AIM OF THE EXERCISE: In the records below, how many lines hold the word "Jasmin"? Give only the number.

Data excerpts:
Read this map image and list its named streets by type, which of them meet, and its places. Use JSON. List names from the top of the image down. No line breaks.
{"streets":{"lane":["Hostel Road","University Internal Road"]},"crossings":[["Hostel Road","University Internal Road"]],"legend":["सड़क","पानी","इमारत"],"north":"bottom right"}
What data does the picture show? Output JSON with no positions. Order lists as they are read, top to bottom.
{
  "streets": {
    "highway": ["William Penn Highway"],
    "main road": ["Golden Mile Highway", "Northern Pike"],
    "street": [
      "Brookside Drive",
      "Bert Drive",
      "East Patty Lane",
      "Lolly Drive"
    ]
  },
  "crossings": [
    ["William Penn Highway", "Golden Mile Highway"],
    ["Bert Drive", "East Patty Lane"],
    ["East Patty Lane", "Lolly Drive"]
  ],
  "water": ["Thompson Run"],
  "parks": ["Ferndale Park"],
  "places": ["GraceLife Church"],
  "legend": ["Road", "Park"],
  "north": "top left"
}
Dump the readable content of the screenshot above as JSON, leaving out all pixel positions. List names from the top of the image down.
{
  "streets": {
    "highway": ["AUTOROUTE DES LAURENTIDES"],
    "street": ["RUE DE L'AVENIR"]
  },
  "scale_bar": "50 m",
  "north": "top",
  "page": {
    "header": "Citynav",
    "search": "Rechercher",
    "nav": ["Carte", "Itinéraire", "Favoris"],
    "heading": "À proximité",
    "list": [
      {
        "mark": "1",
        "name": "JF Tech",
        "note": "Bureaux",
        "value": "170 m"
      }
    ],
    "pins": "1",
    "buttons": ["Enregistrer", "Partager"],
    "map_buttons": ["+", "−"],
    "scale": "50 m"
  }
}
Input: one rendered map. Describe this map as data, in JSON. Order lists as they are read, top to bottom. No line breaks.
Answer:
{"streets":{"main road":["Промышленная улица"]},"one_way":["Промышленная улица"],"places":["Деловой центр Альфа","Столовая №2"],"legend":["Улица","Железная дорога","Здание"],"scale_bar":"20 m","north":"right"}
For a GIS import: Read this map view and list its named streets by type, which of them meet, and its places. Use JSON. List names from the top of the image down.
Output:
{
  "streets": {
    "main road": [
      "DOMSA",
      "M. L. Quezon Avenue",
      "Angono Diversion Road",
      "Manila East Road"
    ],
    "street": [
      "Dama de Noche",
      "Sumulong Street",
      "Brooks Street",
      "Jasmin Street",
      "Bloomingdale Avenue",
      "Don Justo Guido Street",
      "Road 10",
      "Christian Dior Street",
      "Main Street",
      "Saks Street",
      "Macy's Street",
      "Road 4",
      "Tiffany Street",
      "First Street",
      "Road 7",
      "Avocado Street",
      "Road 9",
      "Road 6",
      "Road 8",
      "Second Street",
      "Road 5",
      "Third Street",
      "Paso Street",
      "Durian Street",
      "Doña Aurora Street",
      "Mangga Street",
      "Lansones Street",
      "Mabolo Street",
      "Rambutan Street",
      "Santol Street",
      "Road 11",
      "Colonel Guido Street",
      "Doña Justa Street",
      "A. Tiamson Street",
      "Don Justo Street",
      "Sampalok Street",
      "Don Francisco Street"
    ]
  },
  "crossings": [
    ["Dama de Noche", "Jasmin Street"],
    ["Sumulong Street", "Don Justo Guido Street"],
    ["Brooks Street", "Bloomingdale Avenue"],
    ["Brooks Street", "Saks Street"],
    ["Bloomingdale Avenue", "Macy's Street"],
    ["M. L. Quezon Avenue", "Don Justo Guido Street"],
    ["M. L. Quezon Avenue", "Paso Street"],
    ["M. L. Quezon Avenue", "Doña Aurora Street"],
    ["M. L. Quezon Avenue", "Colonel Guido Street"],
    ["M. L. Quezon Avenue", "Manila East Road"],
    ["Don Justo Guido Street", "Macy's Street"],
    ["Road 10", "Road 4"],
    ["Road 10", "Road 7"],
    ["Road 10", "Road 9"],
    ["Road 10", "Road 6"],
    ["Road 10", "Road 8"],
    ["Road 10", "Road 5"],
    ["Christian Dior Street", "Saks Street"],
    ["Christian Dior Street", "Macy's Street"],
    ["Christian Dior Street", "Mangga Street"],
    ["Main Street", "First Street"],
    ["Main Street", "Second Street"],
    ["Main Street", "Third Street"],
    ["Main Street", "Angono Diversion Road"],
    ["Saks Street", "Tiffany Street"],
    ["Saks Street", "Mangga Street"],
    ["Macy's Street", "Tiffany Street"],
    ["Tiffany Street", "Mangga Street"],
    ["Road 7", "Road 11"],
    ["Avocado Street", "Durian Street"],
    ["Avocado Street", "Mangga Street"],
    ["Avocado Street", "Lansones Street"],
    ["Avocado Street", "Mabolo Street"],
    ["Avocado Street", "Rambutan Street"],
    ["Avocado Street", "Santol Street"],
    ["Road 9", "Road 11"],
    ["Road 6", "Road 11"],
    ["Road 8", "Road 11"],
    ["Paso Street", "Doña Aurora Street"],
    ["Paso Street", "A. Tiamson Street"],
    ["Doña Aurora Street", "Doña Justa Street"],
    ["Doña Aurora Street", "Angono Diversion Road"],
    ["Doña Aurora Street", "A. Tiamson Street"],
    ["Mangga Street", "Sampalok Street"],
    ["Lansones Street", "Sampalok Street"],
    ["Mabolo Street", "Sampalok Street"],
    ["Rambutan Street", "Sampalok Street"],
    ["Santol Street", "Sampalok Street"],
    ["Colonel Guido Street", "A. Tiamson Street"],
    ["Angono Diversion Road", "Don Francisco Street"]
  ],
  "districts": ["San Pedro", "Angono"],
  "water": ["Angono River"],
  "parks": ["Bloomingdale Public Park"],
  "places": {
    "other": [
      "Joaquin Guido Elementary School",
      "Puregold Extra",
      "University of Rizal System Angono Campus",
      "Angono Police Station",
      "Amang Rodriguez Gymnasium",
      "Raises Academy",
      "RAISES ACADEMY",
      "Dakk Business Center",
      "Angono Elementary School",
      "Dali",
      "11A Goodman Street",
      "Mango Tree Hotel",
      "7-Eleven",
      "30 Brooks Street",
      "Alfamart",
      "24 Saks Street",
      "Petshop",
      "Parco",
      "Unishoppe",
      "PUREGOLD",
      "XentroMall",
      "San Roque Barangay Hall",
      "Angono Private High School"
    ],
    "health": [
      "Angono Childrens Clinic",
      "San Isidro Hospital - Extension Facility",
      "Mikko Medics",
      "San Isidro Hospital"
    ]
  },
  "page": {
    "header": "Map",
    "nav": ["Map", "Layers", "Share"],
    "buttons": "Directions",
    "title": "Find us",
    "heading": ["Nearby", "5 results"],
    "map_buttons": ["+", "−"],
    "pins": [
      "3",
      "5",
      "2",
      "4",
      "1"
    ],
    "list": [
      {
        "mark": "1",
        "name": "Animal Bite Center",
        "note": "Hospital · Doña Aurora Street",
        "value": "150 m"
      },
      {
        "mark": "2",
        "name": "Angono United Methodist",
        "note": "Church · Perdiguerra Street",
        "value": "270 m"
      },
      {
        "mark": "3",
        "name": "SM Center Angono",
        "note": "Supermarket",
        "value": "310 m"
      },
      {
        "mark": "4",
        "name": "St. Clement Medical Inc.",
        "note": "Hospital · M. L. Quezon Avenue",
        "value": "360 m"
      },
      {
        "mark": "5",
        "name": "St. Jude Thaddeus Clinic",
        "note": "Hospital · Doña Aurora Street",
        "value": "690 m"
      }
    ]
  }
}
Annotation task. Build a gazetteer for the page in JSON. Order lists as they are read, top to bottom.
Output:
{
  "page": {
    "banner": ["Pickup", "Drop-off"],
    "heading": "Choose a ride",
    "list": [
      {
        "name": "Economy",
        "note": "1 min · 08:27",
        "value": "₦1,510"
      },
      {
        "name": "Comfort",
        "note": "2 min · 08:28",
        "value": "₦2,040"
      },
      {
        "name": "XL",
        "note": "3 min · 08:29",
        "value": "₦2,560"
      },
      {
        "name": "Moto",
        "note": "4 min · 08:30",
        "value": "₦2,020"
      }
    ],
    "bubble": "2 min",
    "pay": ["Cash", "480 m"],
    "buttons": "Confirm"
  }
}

SOLUTION FOR THIS TASK: 2